In [1]:
!wget https://raw.githubusercontent.com/karpathy/char-rnn/master/data/tinyshakespeare/input.txt

--2024-05-11 10:49:19--  https://raw.githubusercontent.com/karpathy/char-rnn/master/data/tinyshakespeare/input.txt
Resolving raw.githubusercontent.com (raw.githubusercontent.com)... 185.199.111.133, 185.199.108.133, 185.199.109.133, ...
Connecting to raw.githubusercontent.com (raw.githubusercontent.com)|185.199.111.133|:443... connected.
HTTP request sent, awaiting response... 200 OK
Length: 1115394 (1.1M) [text/plain]
Saving to: ‘input.txt.1’


2024-05-11 10:49:19 (19.6 MB/s) - ‘input.txt.1’ saved [1115394/1115394]



In [2]:
# read data & inspect it
with open ('input.txt', 'r', encoding='utf-8') as f:
  text = f.read()

In [3]:
print("length of dataset in characters: ", len(text))

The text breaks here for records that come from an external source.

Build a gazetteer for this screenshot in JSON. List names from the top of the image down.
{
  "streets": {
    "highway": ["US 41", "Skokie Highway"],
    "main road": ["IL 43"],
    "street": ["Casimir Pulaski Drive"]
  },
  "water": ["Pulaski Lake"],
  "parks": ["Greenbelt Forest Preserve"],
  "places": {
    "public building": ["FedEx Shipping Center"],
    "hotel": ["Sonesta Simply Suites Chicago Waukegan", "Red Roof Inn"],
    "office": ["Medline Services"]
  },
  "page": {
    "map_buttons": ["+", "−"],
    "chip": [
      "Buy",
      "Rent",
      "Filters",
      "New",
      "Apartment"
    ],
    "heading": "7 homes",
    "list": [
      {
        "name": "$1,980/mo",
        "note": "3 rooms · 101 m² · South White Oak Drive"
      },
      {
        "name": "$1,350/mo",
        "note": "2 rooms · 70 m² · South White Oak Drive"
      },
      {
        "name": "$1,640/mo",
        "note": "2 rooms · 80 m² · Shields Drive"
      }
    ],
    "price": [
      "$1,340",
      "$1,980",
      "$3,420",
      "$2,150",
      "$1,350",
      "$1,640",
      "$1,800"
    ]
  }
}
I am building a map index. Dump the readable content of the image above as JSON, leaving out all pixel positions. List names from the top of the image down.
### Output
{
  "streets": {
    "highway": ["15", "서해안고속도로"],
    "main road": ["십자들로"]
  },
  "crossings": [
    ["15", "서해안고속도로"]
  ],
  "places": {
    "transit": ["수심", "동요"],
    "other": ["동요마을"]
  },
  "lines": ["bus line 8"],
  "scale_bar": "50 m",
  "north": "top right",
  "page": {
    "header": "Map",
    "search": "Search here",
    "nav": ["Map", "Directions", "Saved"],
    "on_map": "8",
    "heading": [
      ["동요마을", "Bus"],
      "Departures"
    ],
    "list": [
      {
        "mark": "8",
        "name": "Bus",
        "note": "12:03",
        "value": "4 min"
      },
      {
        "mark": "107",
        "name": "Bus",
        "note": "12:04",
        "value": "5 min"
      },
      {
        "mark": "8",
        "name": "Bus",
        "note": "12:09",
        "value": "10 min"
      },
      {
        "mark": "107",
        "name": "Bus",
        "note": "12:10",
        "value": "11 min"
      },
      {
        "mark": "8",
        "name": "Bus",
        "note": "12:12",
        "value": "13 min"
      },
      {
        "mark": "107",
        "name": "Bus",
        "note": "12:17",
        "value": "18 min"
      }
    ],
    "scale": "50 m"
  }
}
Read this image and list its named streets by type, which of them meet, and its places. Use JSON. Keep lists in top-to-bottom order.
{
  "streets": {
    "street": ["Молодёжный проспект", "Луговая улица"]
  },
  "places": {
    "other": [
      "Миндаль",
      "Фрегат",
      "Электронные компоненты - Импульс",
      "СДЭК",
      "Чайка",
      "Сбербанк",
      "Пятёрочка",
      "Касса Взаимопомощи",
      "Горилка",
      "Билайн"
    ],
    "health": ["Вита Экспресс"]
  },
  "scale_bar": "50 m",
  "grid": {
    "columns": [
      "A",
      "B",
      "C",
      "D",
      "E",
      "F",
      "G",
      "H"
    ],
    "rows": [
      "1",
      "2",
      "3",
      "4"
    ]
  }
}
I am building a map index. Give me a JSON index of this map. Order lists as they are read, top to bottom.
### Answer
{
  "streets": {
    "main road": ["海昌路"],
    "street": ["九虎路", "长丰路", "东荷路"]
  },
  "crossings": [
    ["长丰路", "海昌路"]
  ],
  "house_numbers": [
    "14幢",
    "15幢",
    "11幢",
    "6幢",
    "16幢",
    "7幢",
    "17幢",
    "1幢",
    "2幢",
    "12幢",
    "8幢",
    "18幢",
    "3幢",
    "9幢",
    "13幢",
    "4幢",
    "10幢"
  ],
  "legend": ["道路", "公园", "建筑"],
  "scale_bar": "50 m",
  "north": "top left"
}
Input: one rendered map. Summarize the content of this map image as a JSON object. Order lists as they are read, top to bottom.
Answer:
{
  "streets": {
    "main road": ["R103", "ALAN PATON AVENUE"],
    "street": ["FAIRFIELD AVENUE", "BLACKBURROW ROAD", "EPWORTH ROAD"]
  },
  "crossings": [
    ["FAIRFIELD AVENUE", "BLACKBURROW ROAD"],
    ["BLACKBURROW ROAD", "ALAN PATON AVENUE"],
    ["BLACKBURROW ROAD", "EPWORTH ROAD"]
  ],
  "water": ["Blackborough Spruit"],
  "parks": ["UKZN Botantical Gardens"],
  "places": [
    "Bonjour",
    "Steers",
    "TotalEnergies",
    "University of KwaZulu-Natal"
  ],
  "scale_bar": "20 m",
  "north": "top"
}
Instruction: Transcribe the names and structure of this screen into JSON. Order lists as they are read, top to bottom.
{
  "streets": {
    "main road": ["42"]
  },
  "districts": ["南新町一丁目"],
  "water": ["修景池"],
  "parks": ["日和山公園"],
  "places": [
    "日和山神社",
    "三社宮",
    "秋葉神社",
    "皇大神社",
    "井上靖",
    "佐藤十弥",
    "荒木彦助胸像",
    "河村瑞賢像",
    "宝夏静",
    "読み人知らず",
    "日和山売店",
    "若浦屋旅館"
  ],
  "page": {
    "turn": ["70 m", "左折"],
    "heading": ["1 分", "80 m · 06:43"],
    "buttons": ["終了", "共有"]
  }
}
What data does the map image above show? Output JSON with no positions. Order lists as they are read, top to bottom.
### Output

length of dataset in characters:  1115394


In [4]:
# let's look at the first 1000 characters
print(text[:1000])

First Citizen:
Before we proceed any further, hear me speak.

All:
Speak, speak.

First Citizen:
You are all resolved rather to die than to famish?

All:
Resolved. resolved.

First Citizen:
First, you know Caius Marcius is chief enemy to the people.

All:
We know't, we know't.

First Citizen:
Let us kill him, and we'll have corn at our own price.
Is't a verdict?

All:
No more talking on't; let it be done: away, away!

Second Citizen:
One word, good citizens.

First Citizen:
We are accounted poor citizens, the patricians good.
What authority surfeits on would relieve us: if they
would yield us but the superfluity, while it were
wholesome, we might guess they relieved us humanely;
but they think we are too dear: the leanness that
afflicts us, the object of our misery, is as an
inventory to particularise their abundance; our
sufferance is a gain to them Let us revenge this with
our pikes, ere we become rakes: for the gods know I
speak this in hunger for bread, not in thirst for revenge.



In [5]:
# Print all unique characters that appear in the text, we can see that we have
# 65 unique characters here.

# here are all the unique characters that occur in this text
chars = sorted(list(set(text)))
vocab_size = len(chars)
print(''.join(chars))
print(vocab_size)


 !$&',-.3:;?ABCDEFGHIJKLMNOPQRSTUVWXYZabcdefghijklmnopqrstuvwxyz
65


In [6]:
# Create a mapping to encode the characters to integers. We also create a mapping
# to decode the integers back into number. We are speaking in code language.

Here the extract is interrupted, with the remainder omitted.